The American Cleaning Institute (ACI)

ACI: Time to Unravel “Deliberate Deception” on Banning Detergent Pods


The American Cleaning Institute (ACI) is addressing misinformation in a corporate marketing and advocacy campaign against laundry and dishwashing detergent pods containing polyvinyl alcohol film (PVA/PVOH), the subject of an effort in New York City to ban the products.

“The propaganda campaign launched by the company Blueland is simply deliberate deception,” said Brian Sansoni, ACI Senior Vice President of Communications, Outreach and Membership. “Campy marketing stunts can’t cover up the shoddy use of science and blatant efforts to scare consumers and misinform policymakers.”

A New York City Council member recently introduced a bill that would ban the sale of detergents containing PVA/PVOH, a water-soluble polymer encapsulating a single dose of a product. Blueland is supporting the bill through misleading claims about PVA/PVOH safety and biodegradability, claims that were previously rebuffed by the Environmental Protection Agency (EPA).

In 2023, EPA thoroughly rejected Blueland’s petition to restrict the use of PVA/PVOH films in detergent products at the federal level and reaffirmed the chemistry’s Safer Choice status and place on the agency’s Safer Chemical Ingredients List. The Agency also stated that there is “no evidence of toxicity or bioaccumulation potential for the soluble form of PVA used in detergent pods and sheets.”
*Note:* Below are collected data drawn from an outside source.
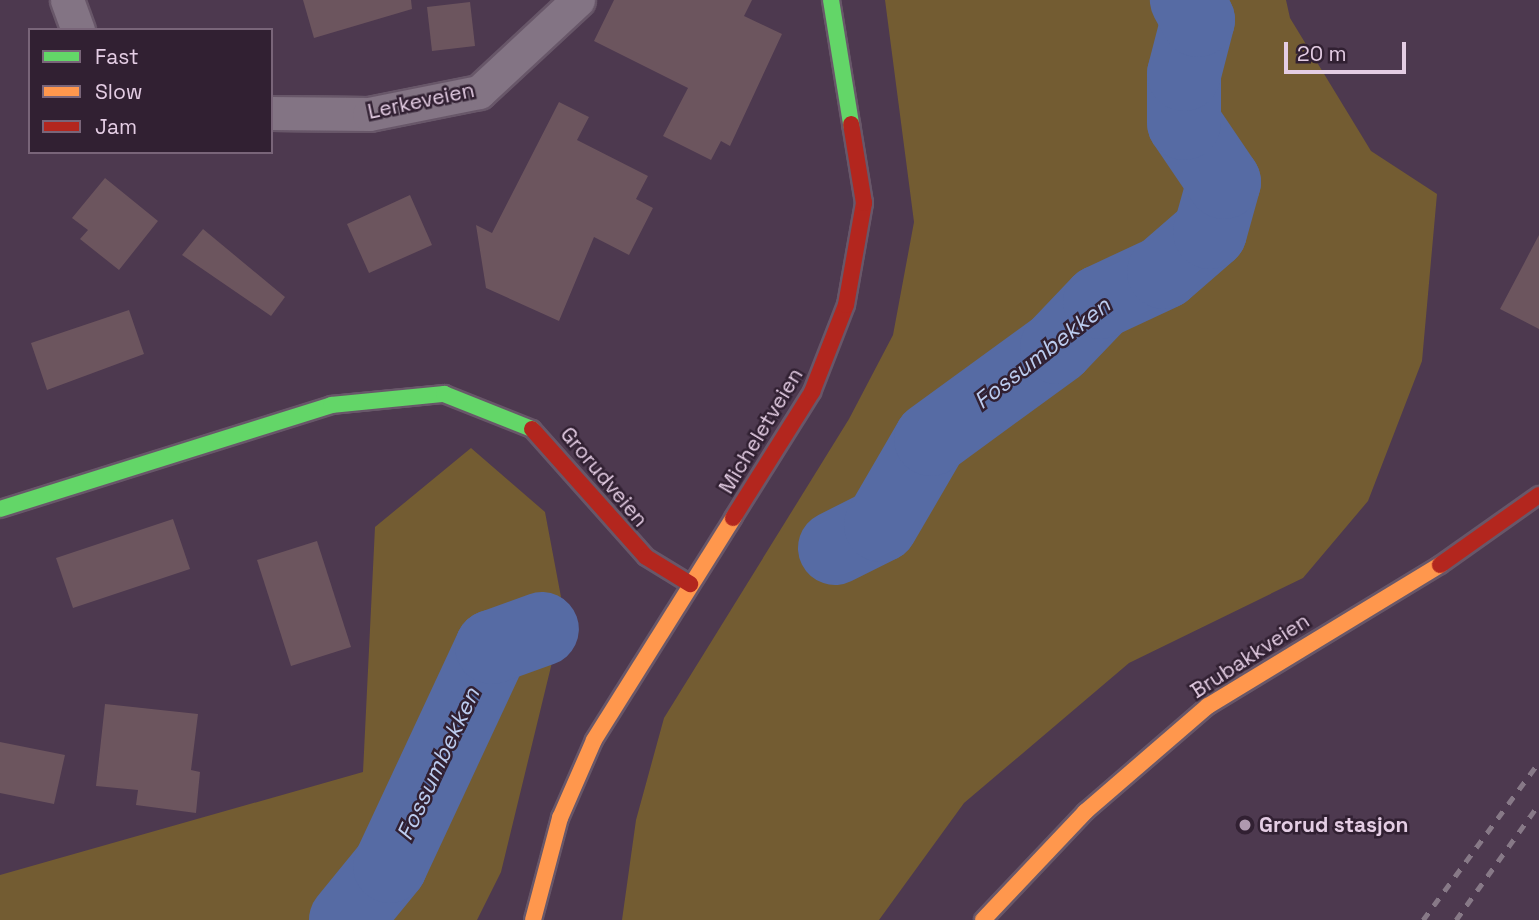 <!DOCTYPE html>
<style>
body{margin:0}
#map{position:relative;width:1539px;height:920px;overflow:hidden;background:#4d394f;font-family:"Space Grotesk",sans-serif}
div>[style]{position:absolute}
.green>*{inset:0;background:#735c32}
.river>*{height:74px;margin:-37px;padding:0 37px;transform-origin:37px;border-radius:37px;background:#566ba4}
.building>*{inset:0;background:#6c555e}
.roads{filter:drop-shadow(2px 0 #685769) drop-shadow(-2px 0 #685769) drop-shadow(0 2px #685769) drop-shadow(0 -2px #685769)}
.street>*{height:33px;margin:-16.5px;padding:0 16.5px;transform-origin:16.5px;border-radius:16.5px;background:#837484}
.fast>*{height:16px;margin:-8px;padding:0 8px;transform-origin:8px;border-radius:8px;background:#63d668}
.slow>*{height:16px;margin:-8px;padding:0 8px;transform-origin:8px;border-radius:8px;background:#ff974d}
.jam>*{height:16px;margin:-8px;padding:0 8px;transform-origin:8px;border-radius:8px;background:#b3261e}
.rail>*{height:5px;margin-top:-2.5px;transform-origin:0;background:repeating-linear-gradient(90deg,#877987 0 9px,transparent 0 18px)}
.dots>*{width:19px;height:19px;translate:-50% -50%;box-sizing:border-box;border:4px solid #312032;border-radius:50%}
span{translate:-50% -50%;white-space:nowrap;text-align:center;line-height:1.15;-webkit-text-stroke:5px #312032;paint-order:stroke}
.street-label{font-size:21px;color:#e4cde4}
.poi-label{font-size:21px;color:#e4cde4;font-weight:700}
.left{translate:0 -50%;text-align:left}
.water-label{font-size:23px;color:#bcccef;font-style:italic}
.legend{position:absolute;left:28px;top:28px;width:245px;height:126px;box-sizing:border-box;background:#312032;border:2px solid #796579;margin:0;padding:9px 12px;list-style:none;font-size:21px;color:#e4cde4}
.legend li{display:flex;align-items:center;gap:14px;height:35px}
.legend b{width:35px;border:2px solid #796579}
.scale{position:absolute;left:1284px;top:42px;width:122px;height:32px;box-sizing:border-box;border:4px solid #e4cde4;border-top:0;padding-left:9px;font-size:21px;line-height:24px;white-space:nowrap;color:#e4cde4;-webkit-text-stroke:5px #312032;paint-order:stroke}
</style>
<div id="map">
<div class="green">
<i style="clip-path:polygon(885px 0,1286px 0,1290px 18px,1371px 151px,1437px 194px,1422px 361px,1368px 501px,1303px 578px,1129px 663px,964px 803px,879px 920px,622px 920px,636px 820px,664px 718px,849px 419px,893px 335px,914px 222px)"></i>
<i style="clip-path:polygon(471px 448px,545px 512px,564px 613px,501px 872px,477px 920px,0 920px,0 875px,363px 772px,375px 527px)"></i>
</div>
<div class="river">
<i style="left:835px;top:548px;width:51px;rotate:-26.6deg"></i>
<i style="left:881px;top:525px;width:99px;rotate:-59.8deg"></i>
<i style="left:931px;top:439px;width:156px;rotate:-36.1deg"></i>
<i style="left:1057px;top:347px;width:62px;rotate:-46.3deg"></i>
<i style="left:1100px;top:302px;width:71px;rotate:-25.1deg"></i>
<i style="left:1164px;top:272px;width:61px;rotate:-41deg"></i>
<i style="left:1210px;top:232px;width:52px;rotate:-74.4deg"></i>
<i style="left:1224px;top:182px;width:71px;rotate:-124.1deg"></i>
<i style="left:1184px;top:123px;width:49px;rotate:-90deg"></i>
<i style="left:1184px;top:74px;width:56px;rotate:-75.5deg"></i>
<i style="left:1198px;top:20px;width:23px;rotate:-119deg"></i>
<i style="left:346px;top:920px;width:70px;rotate:-50.8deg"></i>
<i style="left:390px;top:866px;width:242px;rotate:-65deg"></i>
<i style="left:492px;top:647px;width:53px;rotate:-19.8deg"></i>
</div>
<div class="building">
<i style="clip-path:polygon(303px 0,411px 0,412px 9px,314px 38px)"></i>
<i style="clip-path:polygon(614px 0,752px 0,744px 16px,782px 34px,730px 146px,721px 141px,711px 160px,663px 136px,688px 88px,594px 41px)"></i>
<i style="clip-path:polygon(470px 2px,475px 46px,432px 51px,427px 7px)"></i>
<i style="clip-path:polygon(559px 102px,589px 117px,577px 140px,648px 176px,636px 199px,653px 208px,629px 255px,594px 237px,559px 321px,486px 288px,476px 225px,492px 233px)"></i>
<i style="clip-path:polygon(105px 178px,158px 221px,119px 270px,80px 239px,88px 230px,72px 218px)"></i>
<i style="clip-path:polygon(410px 195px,432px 245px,369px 273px,347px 224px)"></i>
<i style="clip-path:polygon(203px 229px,285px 297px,271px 316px,182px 255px)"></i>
<i style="clip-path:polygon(1539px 235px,1539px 329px,1500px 309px)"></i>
<i style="clip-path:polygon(129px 310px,144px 354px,47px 390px,31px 343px)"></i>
<i style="clip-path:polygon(173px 519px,190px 569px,73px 608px,56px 558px)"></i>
<i style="clip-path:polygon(317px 541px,351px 647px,291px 666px,257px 560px)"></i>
<i style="clip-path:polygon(105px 704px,198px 714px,191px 770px,200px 772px,196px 813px,136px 805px,138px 790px,96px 786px)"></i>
<i style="clip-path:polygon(0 742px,65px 755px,54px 804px,0 793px)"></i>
</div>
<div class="roads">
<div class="street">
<i style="left:67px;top:0;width:32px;rotate:70deg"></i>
<i style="left:271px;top:113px;width:98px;rotate:0.6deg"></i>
<i style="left:369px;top:114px;width:112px;rotate:-11.3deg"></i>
<i style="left:479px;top:92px;width:135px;rotate:-42.9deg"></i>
</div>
<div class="fast">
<i style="left:831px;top:0;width:126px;rotate:80.8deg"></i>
<i style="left:0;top:509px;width:347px;rotate:-17.4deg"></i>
<i style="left:331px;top:405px;width:114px;rotate:-5.6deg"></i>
<i style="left:444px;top:394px;width:95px;rotate:21.7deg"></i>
</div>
<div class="slow">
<i style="left:533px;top:920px;width:106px;rotate:-75.2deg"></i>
<i style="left:560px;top:818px;width:85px;rotate:-66.4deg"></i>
<i style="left:594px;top:740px;width:262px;rotate:-57.9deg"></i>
<i style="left:983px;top:920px;width:149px;rotate:-46.6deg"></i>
<i style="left:1085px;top:812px;width:162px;rotate:-40.8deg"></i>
<i style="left:1208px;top:706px;width:271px;rotate:-31.3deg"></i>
</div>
<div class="jam">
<i style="left:532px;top:429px;width:171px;rotate:48.3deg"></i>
<i style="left:646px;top:557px;width:52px;rotate:31.5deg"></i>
<i style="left:733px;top:518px;width:149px;rotate:-57.9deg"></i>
<i style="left:812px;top:392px;width:93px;rotate:-68.7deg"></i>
<i style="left:846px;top:305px;width:104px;rotate:-80deg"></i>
<i style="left:864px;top:203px;width:80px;rotate:-99.3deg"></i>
<i style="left:1440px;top:565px;width:121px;rotate:-35.3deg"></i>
</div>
</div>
<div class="rail">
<i style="left:1423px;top:920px;width:196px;rotate:-53.7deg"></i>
<i style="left:1456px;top:920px;width:143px;rotate:-54.4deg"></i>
</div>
<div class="dots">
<i style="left:1245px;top:825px;background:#af99b0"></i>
</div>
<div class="street-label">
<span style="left:421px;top:101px;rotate:-12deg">Lerkeveien</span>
<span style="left:761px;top:431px;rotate:-59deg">Micheletveien</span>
<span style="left:604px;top:477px;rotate:50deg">Grorudveien</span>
<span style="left:1250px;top:656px;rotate:-33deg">Brubakkveien</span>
</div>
<div class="poi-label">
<span class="left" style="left:1259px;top:825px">Grorud stasjon</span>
</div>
<div class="water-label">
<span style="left:1042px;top:353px;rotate:-38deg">Fossumbekken</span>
<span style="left:438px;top:764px;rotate:-65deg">Fossumbekken</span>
</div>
<ul class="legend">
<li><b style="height:9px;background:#63d668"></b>Fast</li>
<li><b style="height:9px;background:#ff974d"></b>Slow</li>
<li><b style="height:9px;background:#b3261e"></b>Jam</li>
</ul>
<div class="scale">20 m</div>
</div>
The EPA was also critical of Blueland’s failure “to acknowledge the nature and extent of existing data” supporting the safe use of polyvinyl alcohol and that it has been extensively evaluated for decades by regulatory bodies around the world, including the Food and Drug Administration, for use in food and medicine.
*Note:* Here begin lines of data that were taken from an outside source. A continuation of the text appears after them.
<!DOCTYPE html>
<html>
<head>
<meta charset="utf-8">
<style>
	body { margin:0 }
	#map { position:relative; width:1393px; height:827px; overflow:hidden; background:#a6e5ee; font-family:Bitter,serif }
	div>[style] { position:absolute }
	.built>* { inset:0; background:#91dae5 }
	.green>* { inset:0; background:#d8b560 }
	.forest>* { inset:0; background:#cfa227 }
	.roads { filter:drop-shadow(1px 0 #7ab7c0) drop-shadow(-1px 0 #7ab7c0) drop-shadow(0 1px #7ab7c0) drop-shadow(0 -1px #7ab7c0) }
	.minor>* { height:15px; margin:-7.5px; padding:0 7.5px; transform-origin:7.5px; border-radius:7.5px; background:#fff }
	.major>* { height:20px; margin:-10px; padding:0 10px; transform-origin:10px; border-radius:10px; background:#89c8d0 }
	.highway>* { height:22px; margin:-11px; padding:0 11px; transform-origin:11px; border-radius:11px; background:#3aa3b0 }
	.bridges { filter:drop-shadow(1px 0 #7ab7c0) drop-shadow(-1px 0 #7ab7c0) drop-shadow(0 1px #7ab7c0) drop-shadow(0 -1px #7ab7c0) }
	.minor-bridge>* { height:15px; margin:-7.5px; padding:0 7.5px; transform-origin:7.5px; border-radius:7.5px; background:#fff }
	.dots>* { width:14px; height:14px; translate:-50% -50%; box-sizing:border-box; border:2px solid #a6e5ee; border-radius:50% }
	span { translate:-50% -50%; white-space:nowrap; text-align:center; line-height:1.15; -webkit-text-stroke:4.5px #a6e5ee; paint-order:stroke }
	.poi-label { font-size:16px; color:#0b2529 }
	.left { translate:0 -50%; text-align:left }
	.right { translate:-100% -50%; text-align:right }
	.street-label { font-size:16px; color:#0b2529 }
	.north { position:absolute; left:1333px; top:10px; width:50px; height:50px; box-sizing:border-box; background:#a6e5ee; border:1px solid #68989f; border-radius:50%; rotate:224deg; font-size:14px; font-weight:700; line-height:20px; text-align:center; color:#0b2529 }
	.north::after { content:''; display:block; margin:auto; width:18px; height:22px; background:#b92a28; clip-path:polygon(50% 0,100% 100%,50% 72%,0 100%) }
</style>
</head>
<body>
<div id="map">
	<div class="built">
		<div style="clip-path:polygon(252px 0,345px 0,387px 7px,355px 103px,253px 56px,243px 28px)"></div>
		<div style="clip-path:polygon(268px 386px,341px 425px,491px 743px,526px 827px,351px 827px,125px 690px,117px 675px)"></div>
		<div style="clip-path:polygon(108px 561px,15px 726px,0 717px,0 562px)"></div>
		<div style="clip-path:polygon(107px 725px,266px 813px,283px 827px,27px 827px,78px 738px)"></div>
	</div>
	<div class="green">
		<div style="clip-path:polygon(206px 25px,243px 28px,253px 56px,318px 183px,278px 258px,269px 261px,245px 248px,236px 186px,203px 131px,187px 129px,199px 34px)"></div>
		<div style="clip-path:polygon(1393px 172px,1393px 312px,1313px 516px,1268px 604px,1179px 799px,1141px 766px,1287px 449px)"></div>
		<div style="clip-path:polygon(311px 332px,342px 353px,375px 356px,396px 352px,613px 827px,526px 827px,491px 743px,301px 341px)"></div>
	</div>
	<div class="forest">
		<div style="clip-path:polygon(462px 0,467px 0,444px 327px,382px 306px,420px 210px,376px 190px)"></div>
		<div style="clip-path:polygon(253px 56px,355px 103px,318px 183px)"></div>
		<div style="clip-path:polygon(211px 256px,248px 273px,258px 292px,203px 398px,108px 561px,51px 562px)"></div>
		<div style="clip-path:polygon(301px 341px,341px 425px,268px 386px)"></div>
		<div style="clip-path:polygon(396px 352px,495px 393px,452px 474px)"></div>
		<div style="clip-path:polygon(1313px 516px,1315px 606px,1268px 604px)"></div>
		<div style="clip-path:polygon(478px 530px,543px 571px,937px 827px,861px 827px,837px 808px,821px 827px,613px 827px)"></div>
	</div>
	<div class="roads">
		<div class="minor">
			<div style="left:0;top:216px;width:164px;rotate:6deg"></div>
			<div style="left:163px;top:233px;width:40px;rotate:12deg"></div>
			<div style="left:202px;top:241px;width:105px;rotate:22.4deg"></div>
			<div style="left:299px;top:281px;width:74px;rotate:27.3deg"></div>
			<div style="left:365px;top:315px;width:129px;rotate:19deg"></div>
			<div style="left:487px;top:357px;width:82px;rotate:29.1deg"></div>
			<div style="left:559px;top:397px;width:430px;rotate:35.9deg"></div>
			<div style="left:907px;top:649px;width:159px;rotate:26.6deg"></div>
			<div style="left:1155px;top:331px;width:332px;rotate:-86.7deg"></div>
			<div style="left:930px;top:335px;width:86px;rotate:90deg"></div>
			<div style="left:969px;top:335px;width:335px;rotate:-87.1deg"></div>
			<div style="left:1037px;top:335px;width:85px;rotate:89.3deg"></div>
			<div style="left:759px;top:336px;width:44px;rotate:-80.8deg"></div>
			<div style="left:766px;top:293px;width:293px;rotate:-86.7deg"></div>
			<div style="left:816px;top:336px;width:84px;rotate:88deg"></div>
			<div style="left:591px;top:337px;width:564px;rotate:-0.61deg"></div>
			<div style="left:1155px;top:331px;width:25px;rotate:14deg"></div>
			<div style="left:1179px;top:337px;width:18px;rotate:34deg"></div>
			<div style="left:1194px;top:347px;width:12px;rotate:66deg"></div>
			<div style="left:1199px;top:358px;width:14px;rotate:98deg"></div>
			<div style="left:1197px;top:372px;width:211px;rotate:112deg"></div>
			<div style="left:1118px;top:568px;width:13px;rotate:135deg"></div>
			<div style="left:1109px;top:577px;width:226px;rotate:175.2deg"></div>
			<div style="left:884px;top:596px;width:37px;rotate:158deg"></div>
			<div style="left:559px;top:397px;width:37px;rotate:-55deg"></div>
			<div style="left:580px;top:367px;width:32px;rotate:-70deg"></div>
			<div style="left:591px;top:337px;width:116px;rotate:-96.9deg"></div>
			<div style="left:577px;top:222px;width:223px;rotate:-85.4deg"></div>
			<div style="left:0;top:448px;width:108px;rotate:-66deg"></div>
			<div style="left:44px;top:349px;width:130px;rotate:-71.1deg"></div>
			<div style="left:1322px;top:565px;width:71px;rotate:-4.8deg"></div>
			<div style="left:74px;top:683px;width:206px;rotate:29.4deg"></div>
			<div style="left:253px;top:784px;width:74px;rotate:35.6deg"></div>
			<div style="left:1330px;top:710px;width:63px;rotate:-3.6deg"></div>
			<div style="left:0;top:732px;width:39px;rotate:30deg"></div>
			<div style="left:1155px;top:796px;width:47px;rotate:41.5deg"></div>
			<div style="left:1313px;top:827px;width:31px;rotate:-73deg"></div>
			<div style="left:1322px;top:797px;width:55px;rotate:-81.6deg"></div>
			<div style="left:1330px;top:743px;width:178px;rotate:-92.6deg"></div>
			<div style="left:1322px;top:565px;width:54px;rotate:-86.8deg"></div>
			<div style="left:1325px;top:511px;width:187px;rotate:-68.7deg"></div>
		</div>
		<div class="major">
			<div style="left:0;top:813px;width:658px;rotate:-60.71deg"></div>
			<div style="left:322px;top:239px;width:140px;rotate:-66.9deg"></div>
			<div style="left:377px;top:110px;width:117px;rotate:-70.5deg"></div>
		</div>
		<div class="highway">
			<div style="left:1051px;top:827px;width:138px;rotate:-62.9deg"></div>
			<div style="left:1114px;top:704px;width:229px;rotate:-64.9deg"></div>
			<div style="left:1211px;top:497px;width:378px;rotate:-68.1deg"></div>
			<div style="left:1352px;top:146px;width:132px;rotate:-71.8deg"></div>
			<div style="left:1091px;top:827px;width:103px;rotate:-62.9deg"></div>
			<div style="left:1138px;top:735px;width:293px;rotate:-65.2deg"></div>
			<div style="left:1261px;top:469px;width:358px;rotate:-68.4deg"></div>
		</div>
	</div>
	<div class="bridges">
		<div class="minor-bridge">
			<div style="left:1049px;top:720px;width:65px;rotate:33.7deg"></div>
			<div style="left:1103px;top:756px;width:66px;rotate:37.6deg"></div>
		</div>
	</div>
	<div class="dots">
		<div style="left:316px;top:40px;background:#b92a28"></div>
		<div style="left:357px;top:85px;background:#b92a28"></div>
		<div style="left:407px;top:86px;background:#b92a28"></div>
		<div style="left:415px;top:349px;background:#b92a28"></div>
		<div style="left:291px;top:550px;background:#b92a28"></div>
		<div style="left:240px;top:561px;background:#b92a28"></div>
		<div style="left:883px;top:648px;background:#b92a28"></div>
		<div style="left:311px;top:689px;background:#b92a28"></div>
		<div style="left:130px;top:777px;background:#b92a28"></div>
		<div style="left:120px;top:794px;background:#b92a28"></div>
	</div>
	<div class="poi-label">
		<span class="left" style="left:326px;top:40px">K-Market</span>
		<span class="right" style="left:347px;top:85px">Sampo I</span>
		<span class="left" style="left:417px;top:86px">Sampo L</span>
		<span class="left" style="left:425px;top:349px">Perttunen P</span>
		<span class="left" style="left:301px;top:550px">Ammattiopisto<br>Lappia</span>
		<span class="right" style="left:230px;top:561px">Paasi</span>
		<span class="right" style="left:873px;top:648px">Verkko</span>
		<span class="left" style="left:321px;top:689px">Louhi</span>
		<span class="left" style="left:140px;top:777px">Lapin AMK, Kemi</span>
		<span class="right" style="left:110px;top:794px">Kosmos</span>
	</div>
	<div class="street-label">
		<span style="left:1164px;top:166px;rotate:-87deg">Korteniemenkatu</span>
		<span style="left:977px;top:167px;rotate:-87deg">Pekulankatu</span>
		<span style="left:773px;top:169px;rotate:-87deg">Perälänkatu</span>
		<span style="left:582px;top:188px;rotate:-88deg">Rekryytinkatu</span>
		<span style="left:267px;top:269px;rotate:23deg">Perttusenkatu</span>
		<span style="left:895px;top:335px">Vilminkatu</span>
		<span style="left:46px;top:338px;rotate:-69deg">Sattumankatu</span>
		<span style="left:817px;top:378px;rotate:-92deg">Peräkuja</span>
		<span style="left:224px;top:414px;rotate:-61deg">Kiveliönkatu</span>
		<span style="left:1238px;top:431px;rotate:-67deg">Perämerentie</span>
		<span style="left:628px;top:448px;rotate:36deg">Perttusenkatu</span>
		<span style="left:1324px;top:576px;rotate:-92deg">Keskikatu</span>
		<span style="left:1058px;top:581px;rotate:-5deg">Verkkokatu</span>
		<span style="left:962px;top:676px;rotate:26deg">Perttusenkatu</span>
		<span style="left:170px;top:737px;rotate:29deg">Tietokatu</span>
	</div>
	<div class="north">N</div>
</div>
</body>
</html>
  • ACI’s website provides consumers with science-based evidence on the safety and biodegradability of PVA/PVOH used in detergents, including a rebuttal of claims such as those made by Blueland.

Blueland claims these products produce microplastics, but the research that they cite does not distinguish the water-soluble PVA/PVOH found in detergents from non-soluble grades used for different products in other industries.

“Science is on our side when it comes to the use of PVA for laundry and dishwasher pods,” said Dr. G. Allen Burton, University of Michigan School for Environment and Sustainability and Department of Earth & Environmental Sciences, Co-Editor-In-Chief of Environmental Toxicology & Chemistry and Past President of the Society of Environmental Toxicology & Chemistry (SETAC). “Detergent films are made of a very specific type of PVA, chosen for its ability to readily dissolve and degrade. Generalizing that all PVAs are bad, toxic and not degrading is simply false and does not allow policymakers to make well-informed decisions.”

“The American Cleaning Institute and the cleaning product industry are dedicated to providing innovative and effective products that are backed by sound science,” added ACI’s Brian Sansoni. “The development of water-soluble films and detergent pods is a prime example of the industry’s success in providing products that not only deliver a powerful clean but also allow customers to have a variety of sustainable product options.”

ACI believes in providing all consumers effective product options that not only meet their cleaning needs but can also be trusted to be safe, for their health and the health of the environment. There are more than 50 years of published science that supports the safety and efficacy of PVA used in laundry and detergent pods. The compact nature of the highly concentrated pods results in reduced shipping costs and ultimately, a lower carbon footprint.

Millions of Americans utilize detergent pods every single day due to their convenience and efficiency, as well as allowing a more sustainable option for the environment. ACI is urging policymakers to review the scientific evidence and reject the misleading statements made by Blueland.

The American Cleaning Institute® (ACI – is the Home of the U.S. Cleaning Products Industry® and represents the $60 billion U.S. cleaning product supply chain. ACI members include the manufacturers and formulators of soaps, detergents, and general cleaning products used in household, commercial, industrial and institutional settings; companies that supply ingredients and finished packaging for these products; and chemical distributors. ACI serves the growth and innovation of the U.S. cleaning products industry by advancing the health and quality of life of people and protecting our planet. ACI achieves this through a continuous commitment to sound science and being a credible voice for the cleaning products industry.